Improving support for long-running tasks in Forge

Hi everyone,

I’m a Product Manager working on Forge, and my team is responsible for the runtime layer and function invocation flow for the platform.

As part of planning our future roadmap, I would love to understand in detail where Forge’s existing architecture, quotas and limits prevent you from supporting long-running tasks within your app.

If you’ve experienced this problem, I want to hear from you! I am especially keen to understand:

  1. What use case or customer problem were you trying to solve?
  2. When in your app creation journey did you get blocked by this limitation (early on in prototyping or much later in development or during customer testing?)
  3. What workarounds or alternatives did you try?
  4. What you would like to see changed in Forge to improve support for long-running tasks?

Please feel free to reply directly in this community topic, or else you can set up some time with me to talk about it in more detail: Calendly - Joe Clark

Thank you in advance for your time and feedback!

Joe Clark
Atlassian

8 Likes

@HeyJoe, I was wondering if this would qualify for an RFC?

CC: @ibuchanan

Hey @remie - yes, I think any proposed solution would be a great candidate for an RFC!

I’m still in the information gathering phase right now, so I think an RFC would be premature.

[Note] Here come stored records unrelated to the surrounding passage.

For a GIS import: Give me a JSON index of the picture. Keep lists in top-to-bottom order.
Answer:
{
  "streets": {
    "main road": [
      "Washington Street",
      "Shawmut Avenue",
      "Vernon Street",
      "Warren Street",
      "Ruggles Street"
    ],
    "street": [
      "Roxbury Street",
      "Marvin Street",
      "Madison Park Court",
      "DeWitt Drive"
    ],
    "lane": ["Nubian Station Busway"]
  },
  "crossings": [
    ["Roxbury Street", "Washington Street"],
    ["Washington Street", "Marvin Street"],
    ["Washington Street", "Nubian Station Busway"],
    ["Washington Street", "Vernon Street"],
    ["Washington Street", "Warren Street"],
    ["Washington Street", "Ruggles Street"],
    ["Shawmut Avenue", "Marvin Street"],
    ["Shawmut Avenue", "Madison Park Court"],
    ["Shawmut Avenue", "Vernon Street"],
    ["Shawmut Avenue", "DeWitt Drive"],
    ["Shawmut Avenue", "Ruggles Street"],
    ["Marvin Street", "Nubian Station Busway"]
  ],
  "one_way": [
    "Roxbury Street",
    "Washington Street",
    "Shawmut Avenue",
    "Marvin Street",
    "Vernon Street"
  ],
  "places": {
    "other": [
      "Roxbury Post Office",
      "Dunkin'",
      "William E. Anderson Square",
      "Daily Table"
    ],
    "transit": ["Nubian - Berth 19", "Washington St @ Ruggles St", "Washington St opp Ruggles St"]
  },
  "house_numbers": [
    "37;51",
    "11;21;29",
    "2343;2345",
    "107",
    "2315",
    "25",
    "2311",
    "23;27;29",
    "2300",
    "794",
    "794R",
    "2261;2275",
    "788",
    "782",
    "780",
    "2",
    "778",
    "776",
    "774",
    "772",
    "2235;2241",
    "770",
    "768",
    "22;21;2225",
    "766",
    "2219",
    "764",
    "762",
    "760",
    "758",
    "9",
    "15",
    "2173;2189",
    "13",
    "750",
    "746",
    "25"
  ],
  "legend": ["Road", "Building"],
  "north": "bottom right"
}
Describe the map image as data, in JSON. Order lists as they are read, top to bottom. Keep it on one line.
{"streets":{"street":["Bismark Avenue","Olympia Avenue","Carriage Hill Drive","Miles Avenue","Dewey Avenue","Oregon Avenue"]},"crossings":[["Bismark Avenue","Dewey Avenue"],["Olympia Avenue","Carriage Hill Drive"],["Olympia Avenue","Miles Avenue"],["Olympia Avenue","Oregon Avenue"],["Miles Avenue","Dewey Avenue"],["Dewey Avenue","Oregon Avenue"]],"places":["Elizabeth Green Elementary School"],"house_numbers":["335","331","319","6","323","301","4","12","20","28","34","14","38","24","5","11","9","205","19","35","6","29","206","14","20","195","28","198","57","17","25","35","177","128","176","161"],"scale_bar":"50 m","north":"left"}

I’m not recommending any specific solution yet and, in fact, I want to avoid having a solution in mind before researching the problem :slight_smile:

If you have strong opinions about how you’d like to see Forge evolve in regards to compute capacity and supporting long-running/batch tasks I’m eager to hear your input in whatever format is convenient for you.

3 Likes

Two issues we sometimes struggle with are the 25s load time and the GraphQL 5242880 byte size limit.

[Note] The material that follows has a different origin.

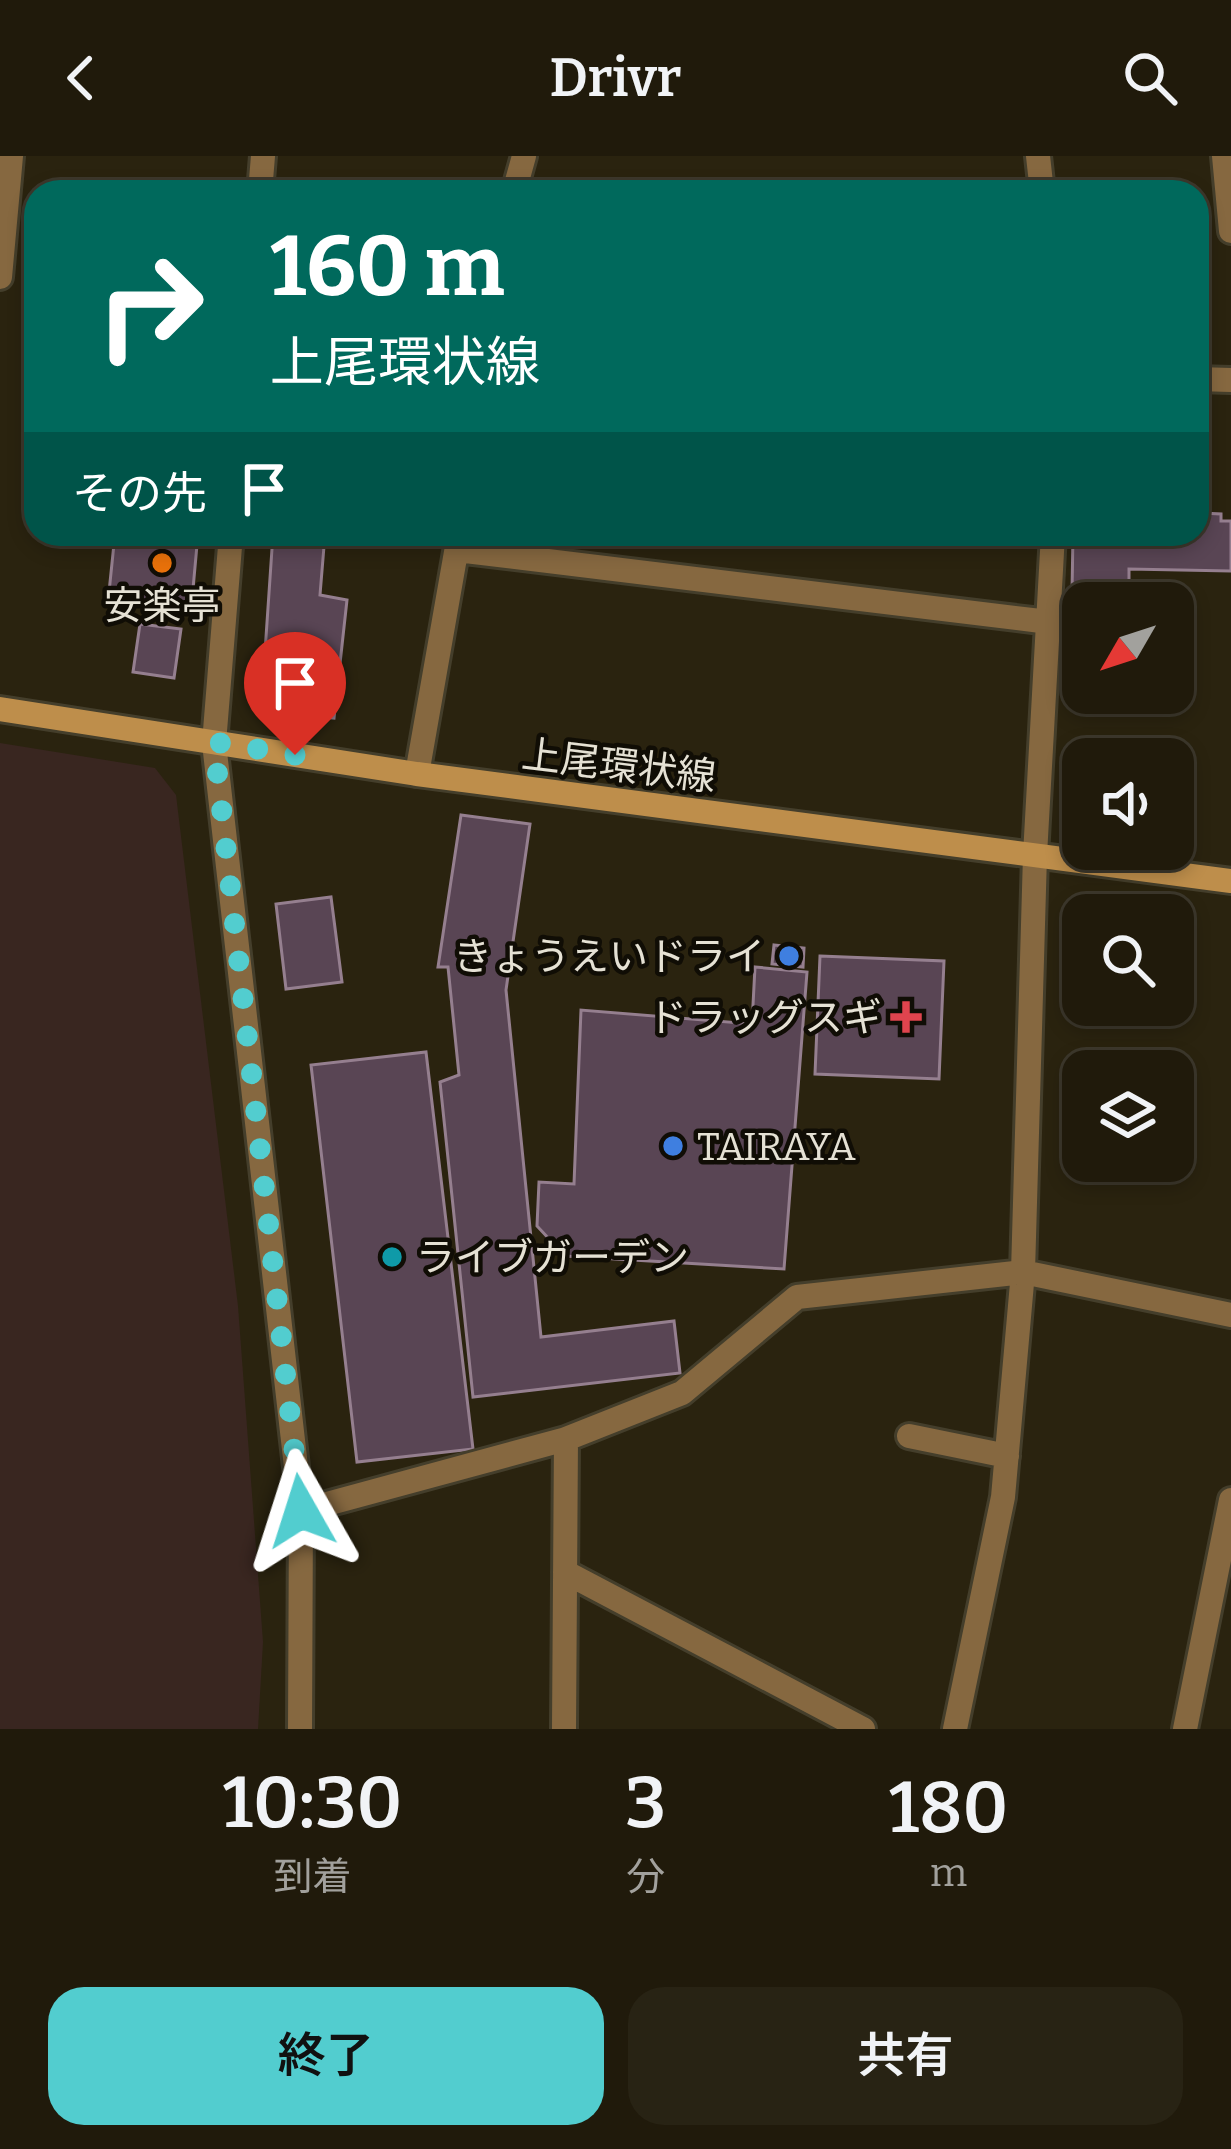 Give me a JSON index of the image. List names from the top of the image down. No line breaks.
{"streets":{"main road":["上尾環状線"]},"places":{"other":["安楽亭","きょうえいドライ","TAIRAYA","ライブガーデン"],"health":["ドラッグスギ"]},"north":"bottom left","page":{"header":"Drivr","turn":["160 m","上尾環状線"],"then":"その先","eta":["10:30","到着","3","分","180","m"],"buttons":["終了","共有"]}}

The 25s load time limit we typically run into when dealing with paginated API calls, including to Atlassian APIs and third party. For example, when doing an API call to perform a JQL search to get issues to generate a report.

The size limit we run into when generating Confluence macros with large tables or multiple tabs of information, and end up trimming down, or splitting into separate macros.

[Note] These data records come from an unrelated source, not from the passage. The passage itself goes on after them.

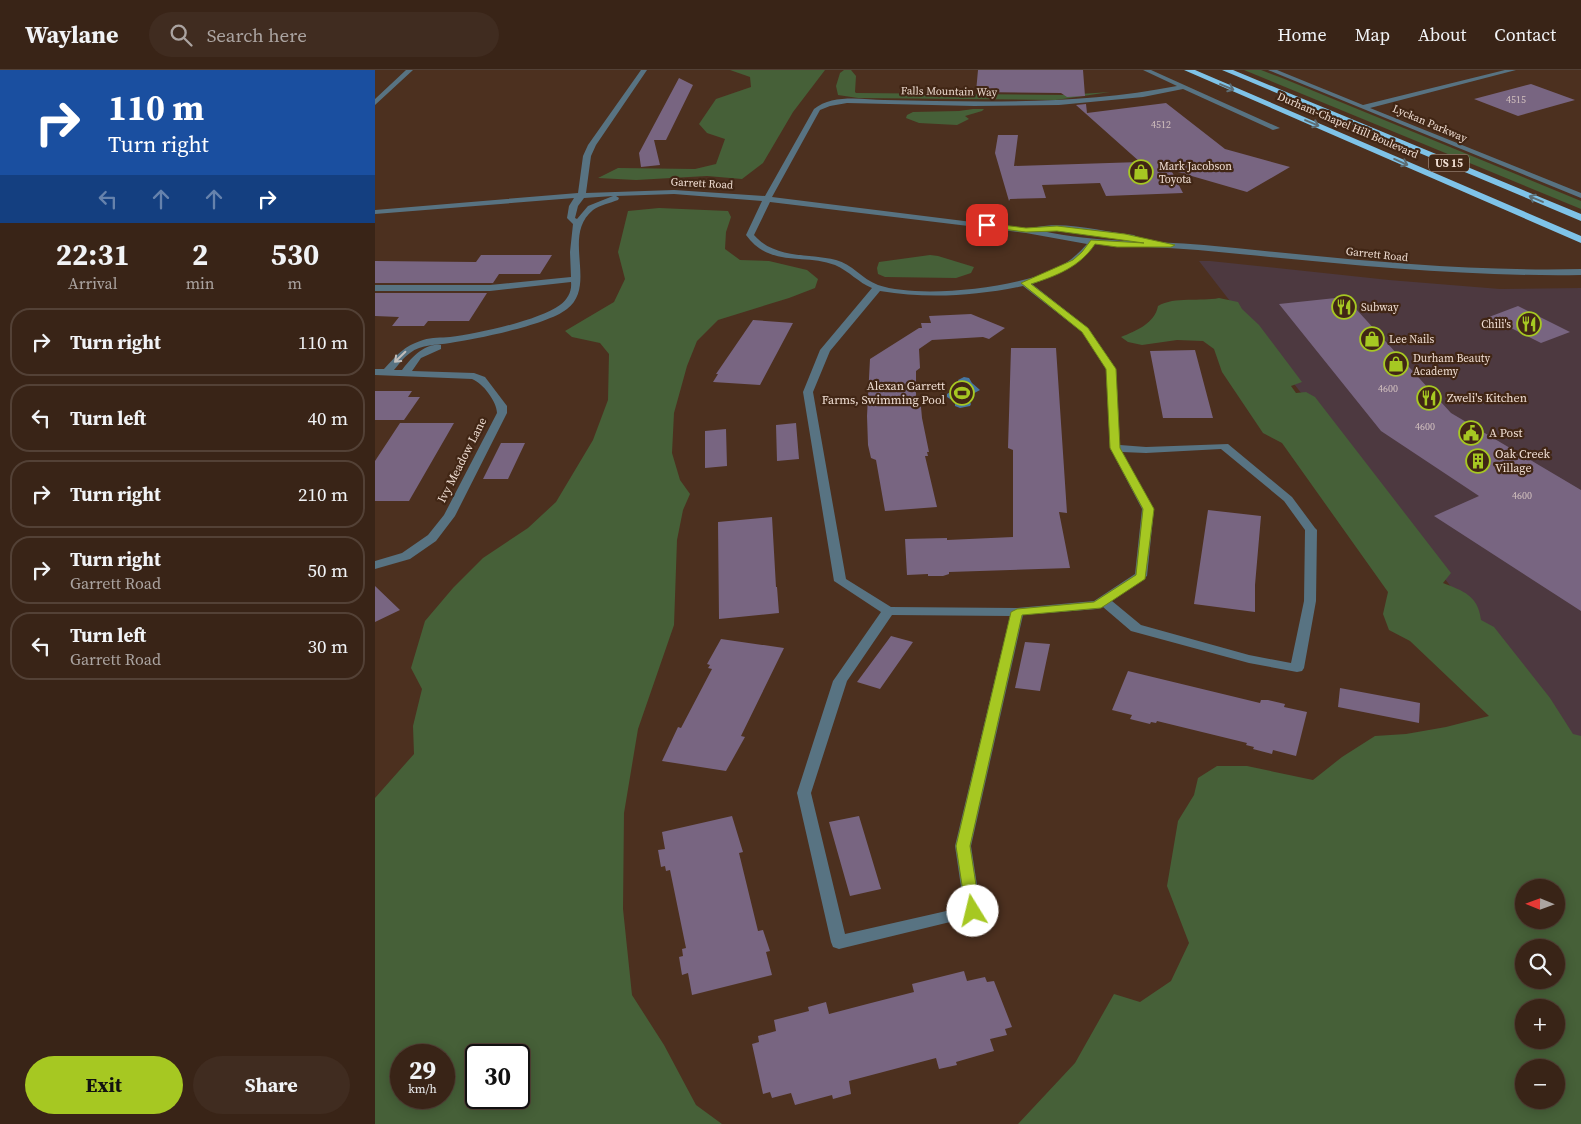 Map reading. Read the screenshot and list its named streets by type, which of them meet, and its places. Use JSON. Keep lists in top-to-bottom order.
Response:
{
  "streets": {
    "highway": ["Durham-Chapel Hill Boulevard", "US 15"],
    "street": [
      "Falls Mountain Way",
      "Lyckan Parkway",
      "Garrett Road",
      "Ivy Meadow Lane"
    ]
  },
  "crossings": [
    ["Falls Mountain Way", "Garrett Road"]
  ],
  "places": {
    "shop": ["Mark Jacobson Toyota", "Lee Nails", "Durham Beauty Academy"],
    "restaurant": ["Subway", "Chili's", "Zweli's Kitchen"],
    "sports": ["Alexan Garrett Farms, Swimming Pool"],
    "public building": ["A Post"],
    "building": ["Oak Creek Village"]
  },
  "house_numbers": [
    "4515",
    "4512",
    "4600",
    "4600",
    "4600"
  ],
  "north": "left",
  "page": {
    "header": "Waylane",
    "search": "Search here",
    "nav": [
      "Home",
      "Map",
      "About",
      "Contact"
    ],
    "turn": ["110 m", "Turn right"],
    "eta": [
      "22:31",
      "Arrival",
      "2",
      "min",
      "530",
      "m"
    ],
    "list": [
      {
        "name": "Turn right",
        "value": "110 m"
      },
      {
        "name": "Turn left",
        "value": "40 m"
      },
      {
        "name": "Turn right",
        "value": "210 m"
      },
      {
        "name": "Turn right",
        "note": "Garrett Road",
        "value": "50 m"
      },
      {
        "name": "Turn left",
        "note": "Garrett Road",
        "value": "30 m"
      }
    ],
    "map_buttons": ["+", "−"],
    "speed": "29 km/h",
    "limit": "30",
    "buttons": ["Exit", "Share"]
  }
}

Any recommendations for tackling either of these would be appreciated.

1 Like

Cross-posting a use case:

2 Likes

Hello, when I was testing Forge I run into the issue of really slow loading times. When I investigated I figured that making calls to ‘bridge’ took atleast 2 seconds, which doesn’t seems such a long time but when there are more calls it adds up.

I found those links

In this ticket it was supposed to be fixed
https://ecosystem.atlassian.net/browse/FRGE-232
But the issue was still there ( I had most recent versions of all packages and Forge )
Since it was slow even when I requested static resources via ‘bridge’ it looked like it is beeing slowed on purpose.

So the biggest trouble I had with Forge was performance because of that I never left researching and testing phase.

I’ve had a couple of product ideas that would require iterating over all of the content in a Confluence instance and grabbing certain fields or metadata from each page. Think specialized search and organization tools. I haven’t implemented it because the 25s limit could cause issues with doing this on larger instances. There might be workarounds using queues but they have their own limits and I didn’t feel like going down a rabbit hole to find a dead end.

The thing is I would only need to do this once when the app was installed. After that, I could just listen for page_created, page_updated events to keep the index up to date.

Thank you for gathering feedback on this topic, @HeyJoe!

We have a Forge app that scans Confluence spaces to find outdated and archivable content. The app is processing a lot of pages in the background to generate reports for our users. We started working on it shortly after the async events API was released and had to find a few workarounds for its limitations:

  • When making lots of requests to the Confluence API, it can be difficult to predict how many requests can be made within 25 seconds and how to split up a large amount of work into small 25 second batches. After every batch, we are pushing a new event to the queue until all batches are processed.
  • Since the 200 KB async event payload limit is too small for our use case, we had to find a way to store intermediate results in Forge storage after each invocation and to aggregate them into a report at the end.
  • It’s hard to control parallelism with async events because we don’t know in advance how many batches we have to process. We can’t run everything in parallel because of REST API and Forge storage rate limits.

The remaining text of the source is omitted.